L02 Code — What Is a Measurable Research Goal

Goal: Generate a research.md contract and run the evaluator once to see the {"pass": bool, "score": float} output format that every autoresearch loop depends on.

Run it:

sh
cd docs/en/lectures/lecture-02-what-is-a-measurable-research-goal/code
python gen_research_md.py
python evaluate.py

Tool 1: research.md Generator

Step 1: Define the template

python
from datetime import date

TEMPLATE = """\
# Research Goal

**Date**: {date}

## Goal
{goal}

## Metric
{metric}

## Target
{target}

## Baseline
{baseline}

## Notes
{notes}
"""

Key line: The ## Target section is what check_target.py parses later — it must contain a bare number the loop can compare against.


Step 2: Prompt for each field with defaults

python
def prompt(label: str, default: str = "") -> str:
    hint = f" [{default}]" if default else ""
    raw = input(f"{label}{hint}: ").strip()
    return raw if raw else default

Key line: return raw if raw else default — pressing Enter accepts the default.
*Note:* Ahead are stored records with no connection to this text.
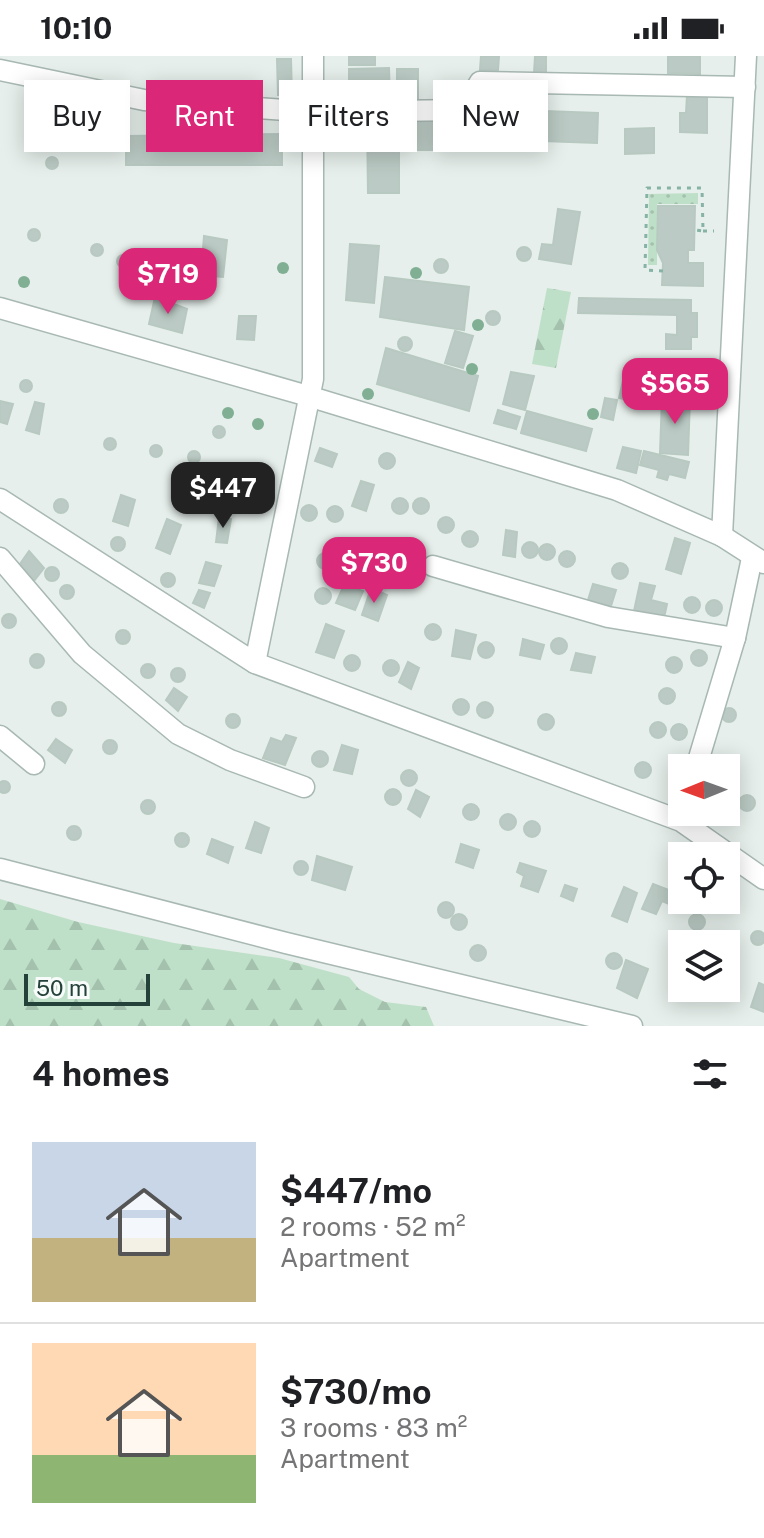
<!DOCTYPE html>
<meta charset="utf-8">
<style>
body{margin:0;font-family:"Public Sans",sans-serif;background:#f6f6f6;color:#202124;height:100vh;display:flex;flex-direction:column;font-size:30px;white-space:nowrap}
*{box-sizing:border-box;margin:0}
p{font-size:26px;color:#757577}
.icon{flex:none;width:44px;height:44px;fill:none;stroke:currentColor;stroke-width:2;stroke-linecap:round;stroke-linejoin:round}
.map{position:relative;height:970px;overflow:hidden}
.drawer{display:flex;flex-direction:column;background:#fff;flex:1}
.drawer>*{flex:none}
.guide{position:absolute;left:24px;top:24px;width:716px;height:72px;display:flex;gap:16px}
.needle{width:52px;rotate:269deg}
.fabs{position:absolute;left:668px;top:698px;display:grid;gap:16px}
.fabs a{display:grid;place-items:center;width:72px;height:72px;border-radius:0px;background:#fff;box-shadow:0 4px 20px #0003;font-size:40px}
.scale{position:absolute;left:24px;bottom:20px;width:126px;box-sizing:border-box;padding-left:8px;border:4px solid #24423a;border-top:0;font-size:22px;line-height:28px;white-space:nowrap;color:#24423a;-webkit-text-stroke:6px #f7fbf9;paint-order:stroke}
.price{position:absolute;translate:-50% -68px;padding:0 18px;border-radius:16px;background:#db2777;color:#fff;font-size:26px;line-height:52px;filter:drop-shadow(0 2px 4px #0008)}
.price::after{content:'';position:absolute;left:50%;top:48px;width:24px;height:18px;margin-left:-12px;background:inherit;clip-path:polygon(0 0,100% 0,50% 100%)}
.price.active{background:#222;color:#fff}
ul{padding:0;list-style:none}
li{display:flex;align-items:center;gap:24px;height:200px;padding:0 32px}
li+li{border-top:2px solid #e0e0e0}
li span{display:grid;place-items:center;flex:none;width:224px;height:160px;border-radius:0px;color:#555}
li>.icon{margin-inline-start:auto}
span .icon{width:96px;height:96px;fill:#fffc;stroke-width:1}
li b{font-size:34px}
h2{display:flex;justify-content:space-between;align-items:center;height:96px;padding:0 32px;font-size:34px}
.pill{padding:0 28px;border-radius:0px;background:#fff;box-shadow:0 4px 20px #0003;font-size:28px;line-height:72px}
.pill.active{background:#db2777;color:#fff}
.status{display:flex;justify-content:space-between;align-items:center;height:56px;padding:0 40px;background:#fff;direction:ltr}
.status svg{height:22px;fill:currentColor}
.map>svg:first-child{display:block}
</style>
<div class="status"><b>10:10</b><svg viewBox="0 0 49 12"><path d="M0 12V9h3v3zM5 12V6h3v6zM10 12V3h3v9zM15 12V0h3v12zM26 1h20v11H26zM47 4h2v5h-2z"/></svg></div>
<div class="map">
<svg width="764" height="970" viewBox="0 0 764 970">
<defs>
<pattern id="grass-dots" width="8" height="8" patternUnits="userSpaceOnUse" patternTransform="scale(2)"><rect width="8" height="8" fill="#bfe0c8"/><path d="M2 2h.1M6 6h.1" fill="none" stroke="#a4c1ad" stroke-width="1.8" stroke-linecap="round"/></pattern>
<pattern id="forest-firs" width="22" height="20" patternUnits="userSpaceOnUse" patternTransform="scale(2)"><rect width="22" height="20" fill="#bfe0c8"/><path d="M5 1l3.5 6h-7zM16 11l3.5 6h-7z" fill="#a4c1ad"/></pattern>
</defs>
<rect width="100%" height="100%" fill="#e6efeb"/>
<polygon fill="url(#grass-dots)" points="698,137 698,148 657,148 657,209 648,209 649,138"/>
<g fill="url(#forest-firs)">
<polygon points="547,232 571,236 556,312 532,308"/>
<polygon points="0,843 78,866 174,887 279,902 349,921 359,933 385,946 426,951 434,970 0,970"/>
</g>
<g fill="#bbcac4" stroke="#b8c9c2" stroke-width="2">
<rect x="349" y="0" width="26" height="9"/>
<polygon points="481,0 499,0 498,14 480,14"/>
<polygon points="535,0 546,0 546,17 534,17"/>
<polygon points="668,0 700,0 700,18 668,17"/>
<polygon points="277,3 291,3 292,39 278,39"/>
<polygon points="389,12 390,44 349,45 349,13"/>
<polygon points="397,13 418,13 418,42 397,44"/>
<polygon points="687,39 707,39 707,77 680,76 680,57 686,57"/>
<polygon points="544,55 598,57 597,87 543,85"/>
<polygon points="399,63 399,137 368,137 367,64"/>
<polygon points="412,63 454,63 455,94 412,94"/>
<polygon points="654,72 654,97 625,98 625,73"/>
<polygon points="282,78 282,109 126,109 126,80"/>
<circle cx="52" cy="107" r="6"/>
<polygon points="658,150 695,150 694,194 688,194 688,207 703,207 703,230 662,229 663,207 657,194"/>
<polygon points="558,153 580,156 571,208 539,203 542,188 553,189"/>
<circle cx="34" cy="179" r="6"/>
<polygon points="204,180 227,184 223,221 201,219"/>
<polygon points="350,188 379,190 374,247 346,244"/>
<circle cx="97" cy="194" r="6"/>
<circle cx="524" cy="198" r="7"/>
<circle cx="123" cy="205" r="6"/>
<circle cx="441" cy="210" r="7"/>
<polygon points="385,221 469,231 464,274 380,261"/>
<polygon points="155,241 187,253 182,277 149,268"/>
<polygon points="579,242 691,244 691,257 697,257 697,281 691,281 691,293 666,293 666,278 677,279 677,259 578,257"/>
<circle cx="493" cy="262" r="7"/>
<polygon points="239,260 256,260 254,284 237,283"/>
<polygon points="455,275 473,280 463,312 445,307"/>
<circle cx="405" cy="288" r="7"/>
<polygon points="386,292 478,320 469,355 377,328"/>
<polygon points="511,316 534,320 525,354 503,348"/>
<circle cx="26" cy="330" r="6"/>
<polygon points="623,325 645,329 642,347 619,342"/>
<polygon points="605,342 617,344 613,364 601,361"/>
<polygon points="662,342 690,343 688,399 660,397"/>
<polygon points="0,345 13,348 7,368 0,366"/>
<polygon points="35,346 44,348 39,378 26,374"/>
<polygon points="498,354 520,361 516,373 494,367"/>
<polygon points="527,355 592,373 586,395 521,377"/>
<circle cx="219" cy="376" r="6"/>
<circle cx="110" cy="388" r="6"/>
<circle cx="156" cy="395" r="6"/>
<polygon points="623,391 641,395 636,417 617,412"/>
<polygon points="320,392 337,398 332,411 315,405"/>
<polygon points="644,395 689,406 685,422 669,418 667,424 657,421 659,414 640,409"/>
<circle cx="194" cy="401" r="6"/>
<circle cx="387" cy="405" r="8"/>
<polygon points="361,425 374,429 366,455 352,450"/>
<circle cx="256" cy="434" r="6"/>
<polygon points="121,439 135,444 128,470 113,465"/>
<circle cx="400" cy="450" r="8"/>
<circle cx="421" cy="450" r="8"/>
<circle cx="61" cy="450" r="7"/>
<circle cx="309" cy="457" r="8"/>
<circle cx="335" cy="458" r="8"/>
<polygon points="219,461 231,463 227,487 216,486"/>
<circle cx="446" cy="469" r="8"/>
<polygon points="167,463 181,469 170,498 156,492"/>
<polygon points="506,474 517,476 515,501 503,499"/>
<circle cx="470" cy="483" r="8"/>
<circle cx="118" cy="488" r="7"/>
<polygon points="675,482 690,487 681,518 666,513"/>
<circle cx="530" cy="494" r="8"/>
<circle cx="547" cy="496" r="8"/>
<circle cx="347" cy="502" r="8"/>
<polygon points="29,495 44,512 34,525 20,508"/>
<circle cx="567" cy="503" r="8"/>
<circle cx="325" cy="505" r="8"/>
<polygon points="206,506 221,510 214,530 199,527"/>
<circle cx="620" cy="515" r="8"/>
<circle cx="52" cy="518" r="7"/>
<circle cx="377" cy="519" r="8"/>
<circle cx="168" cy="524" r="7"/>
<polygon points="640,527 655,530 651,544 667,548 664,562 634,555"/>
<polygon points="593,528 616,534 611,550 588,544"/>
<circle cx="67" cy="536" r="7"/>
<polygon points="344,529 363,535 355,554 336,547"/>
<polygon points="371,532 387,539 378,565 362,559"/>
<circle cx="323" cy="540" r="8"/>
<polygon points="199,534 210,537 204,552 193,547"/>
<circle cx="692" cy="549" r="8"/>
<circle cx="714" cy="552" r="8"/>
<circle cx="9" cy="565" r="7"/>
<polygon points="326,568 344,575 334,602 316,596"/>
<circle cx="433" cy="576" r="8"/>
<circle cx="123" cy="581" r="7"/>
<polygon points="456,574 476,579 470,603 452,600"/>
<circle cx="559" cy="590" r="8"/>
<polygon points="523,583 544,589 540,603 520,599"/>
<circle cx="486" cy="594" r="8"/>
<circle cx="699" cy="602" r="8"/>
<polygon points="576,597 595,601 591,617 571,614"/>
<circle cx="37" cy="605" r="7"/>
<circle cx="352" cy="607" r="8"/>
<circle cx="674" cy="609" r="8"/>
<circle cx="391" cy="612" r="8"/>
<polygon points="408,606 419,612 411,633 399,626"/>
<circle cx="148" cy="615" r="7"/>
<circle cx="178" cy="619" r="7"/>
<polygon points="174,632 187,641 178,655 166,644"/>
<circle cx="667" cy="640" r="8"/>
<circle cx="461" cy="651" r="8"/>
<circle cx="59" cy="653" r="7"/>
<circle cx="485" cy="654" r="8"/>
<circle cx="729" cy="659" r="7"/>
<circle cx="233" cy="665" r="7"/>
<circle cx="546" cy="666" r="8"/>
<circle cx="658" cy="674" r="8"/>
<circle cx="679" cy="676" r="8"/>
<polygon points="286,679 296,682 285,709 263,702 271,682 282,686"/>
<polygon points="56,683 72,694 65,707 48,694"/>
<circle cx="110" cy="691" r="7"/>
<polygon points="342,689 358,694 352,718 334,714"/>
<circle cx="320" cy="703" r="8"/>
<circle cx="643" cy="714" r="8"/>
<circle cx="732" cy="720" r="7"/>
<circle cx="409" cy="722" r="8"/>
<circle cx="4" cy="731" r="6"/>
<circle cx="393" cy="741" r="8"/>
<polygon points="416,734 429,741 420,761 408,753"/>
<circle cx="747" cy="747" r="8"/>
<circle cx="148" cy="751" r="7"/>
<circle cx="471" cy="756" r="8"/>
<circle cx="508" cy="766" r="8"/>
<circle cx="532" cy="773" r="8"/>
<polygon points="255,766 269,772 261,797 246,792"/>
<circle cx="74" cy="777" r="7"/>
<circle cx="182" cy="784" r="7"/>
<polygon points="212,783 233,791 228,807 207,798"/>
<polygon points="461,788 479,794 473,812 456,806"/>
<polygon points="317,800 352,811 345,834 312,824"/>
<circle cx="301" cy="812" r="7"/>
<polygon points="520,807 546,815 538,836 521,830 524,820 517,816"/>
<polygon points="653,828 674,836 669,848 662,845 656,858 642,853"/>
<polygon points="565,829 577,833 573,845 561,840"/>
<polygon points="624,831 637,837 627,866 612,860"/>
<circle cx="446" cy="854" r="8"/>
<circle cx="697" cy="866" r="8"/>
<circle cx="459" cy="866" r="8"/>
<circle cx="758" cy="882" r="7"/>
<circle cx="478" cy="897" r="8"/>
<circle cx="614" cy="905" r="8"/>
<polygon points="626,904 648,913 637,942 617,932"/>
<polygon points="759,927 764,929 764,956 751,951"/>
</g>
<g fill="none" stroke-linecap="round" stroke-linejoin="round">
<defs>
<g id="minor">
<polyline points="0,14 144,44 313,56 463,54 480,26 745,31"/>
<polyline points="0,252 308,340 617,434 722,480 746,0"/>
<polyline points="0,443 255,607 681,765 764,823"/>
<polyline points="722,480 764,507"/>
<polyline points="0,502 82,598 178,678 230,704 304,731"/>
<polyline points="433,510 608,561 735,582"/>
<polyline points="255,607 313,323 313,0"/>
<polyline points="0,680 34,708"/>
<polyline points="696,712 735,582 752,502"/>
<polyline points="0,813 286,887 632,970"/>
</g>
</defs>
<use href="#minor" stroke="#a8b8b2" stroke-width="23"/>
<g stroke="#86b3a5" stroke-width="3" stroke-dasharray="4 6" stroke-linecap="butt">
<polyline points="703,175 714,175"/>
<polyline points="663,215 645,214 647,132 702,132 703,175 696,174"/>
</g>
<use href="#minor" stroke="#fff" stroke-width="20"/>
</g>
<g fill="#80af93">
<circle cx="283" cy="212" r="6"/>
<circle cx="416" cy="217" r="6"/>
<circle cx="24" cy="226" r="6"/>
<circle cx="478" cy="269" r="6"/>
<circle cx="472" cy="313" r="6"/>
<circle cx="368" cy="338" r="6"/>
<circle cx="228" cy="357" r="6"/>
<circle cx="593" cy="358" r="6"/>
<circle cx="258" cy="368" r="6"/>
</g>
</svg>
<div class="fabs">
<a><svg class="needle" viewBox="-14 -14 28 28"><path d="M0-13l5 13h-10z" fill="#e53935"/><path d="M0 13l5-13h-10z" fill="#757577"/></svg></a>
<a><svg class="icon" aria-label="locate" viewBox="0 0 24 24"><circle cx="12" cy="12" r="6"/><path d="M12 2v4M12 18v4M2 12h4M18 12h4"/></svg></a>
<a><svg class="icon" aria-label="layers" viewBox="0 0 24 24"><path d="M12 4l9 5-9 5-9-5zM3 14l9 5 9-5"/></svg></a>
</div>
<div class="scale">50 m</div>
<b class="price" style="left:168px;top:260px">$719</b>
<b class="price" style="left:675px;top:370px">$565</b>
<b class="price active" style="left:223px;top:474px">$447</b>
<b class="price" style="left:374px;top:549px">$730</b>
<div class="guide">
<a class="pill">Buy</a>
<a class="pill active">Rent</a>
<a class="pill">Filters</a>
<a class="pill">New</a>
</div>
</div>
<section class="drawer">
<h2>4 homes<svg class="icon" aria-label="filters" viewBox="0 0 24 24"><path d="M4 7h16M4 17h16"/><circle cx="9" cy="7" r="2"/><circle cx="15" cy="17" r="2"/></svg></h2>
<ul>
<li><span style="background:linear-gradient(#c9d6e8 60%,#c2b280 0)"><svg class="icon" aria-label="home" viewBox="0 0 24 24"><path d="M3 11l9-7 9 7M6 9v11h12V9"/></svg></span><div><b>$447/mo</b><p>2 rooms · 52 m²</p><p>Apartment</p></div></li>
<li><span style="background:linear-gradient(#ffd9b3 70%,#8fb573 0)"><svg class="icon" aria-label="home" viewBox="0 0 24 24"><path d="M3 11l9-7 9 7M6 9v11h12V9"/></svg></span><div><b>$730/mo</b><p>3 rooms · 83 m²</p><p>Apartment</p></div></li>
</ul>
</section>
This makes it fast to generate a working research.md in under 30 seconds.


Step 3: Write the file

python
def main():
    goal     = prompt("What are you trying to improve?",
                      "Reduce median sort time by 20%")
    metric   = prompt("How will you measure it?",
                      "median_ms on 10k-element list")
    target   = prompt("What value counts as success?", "≤ 8.0 ms")
    baseline = prompt("Current baseline value?",        "10.0 ms")
    notes    = prompt("Any constraints or notes?",
                      "Python stdlib only, no C extensions")

    content = TEMPLATE.format(date=date.today().isoformat(),
                              goal=goal, metric=metric,
                              target=target, baseline=baseline, notes=notes)
    with open("research.md", "w") as f:
        f.write(content)
    print(content)

Tool 2: Evaluator Template

Step 1: Define target and direction

python
import json, sys, random

TARGET_SCORE    = 8.0   # lower is better for latency
HIGHER_IS_BETTER = False

Key line: HIGHER_IS_BETTER = False — this single flag determines the comparison direction. For accuracy-style metrics, set it to True.


Step 2: Measure and compare

python
def measure() -> float:
    random.seed(42)
    samples = [random.gauss(9.5, 1.0) for _ in range(100)]
    return sorted(samples)[len(samples) // 2]  # median

def evaluate() -> dict:
    score = measure()
    passed = score <= TARGET_SCORE if not HIGHER_IS_BETTER else score >= TARGET_SCORE
    return {"pass": passed, "score": round(score, 4)}

Key line: {"pass": passed, "score": round(score, 4)} — this dict is the entire contract. The loop reads pass to decide keep/revert and score to track progress.


Step 3: Print and exit with the right code

python
if __name__ == "__main__":
    result = evaluate()
    print(json.dumps(result))
    sys.exit(0 if result["pass"] else 1)

Key line: sys.exit(0 if result["pass"] else 1) — exit code 0 means "target met, stop the loop." Exit code 1 means "keep iterating." This is how the bash loop knows when to stop.


Try Changing It

  1. Run evaluate.py — what is the output score? Is pass true or false?
  2. Change TARGET_SCORE = 8.0 to TARGET_SCORE = 10.0 — does pass change? Why?
  3. Change HIGHER_IS_BETTER = False to True — what happens to the comparison logic?
  4. Write a research.md for a project you care about — just fill in Goal, Metric, Target, and Baseline.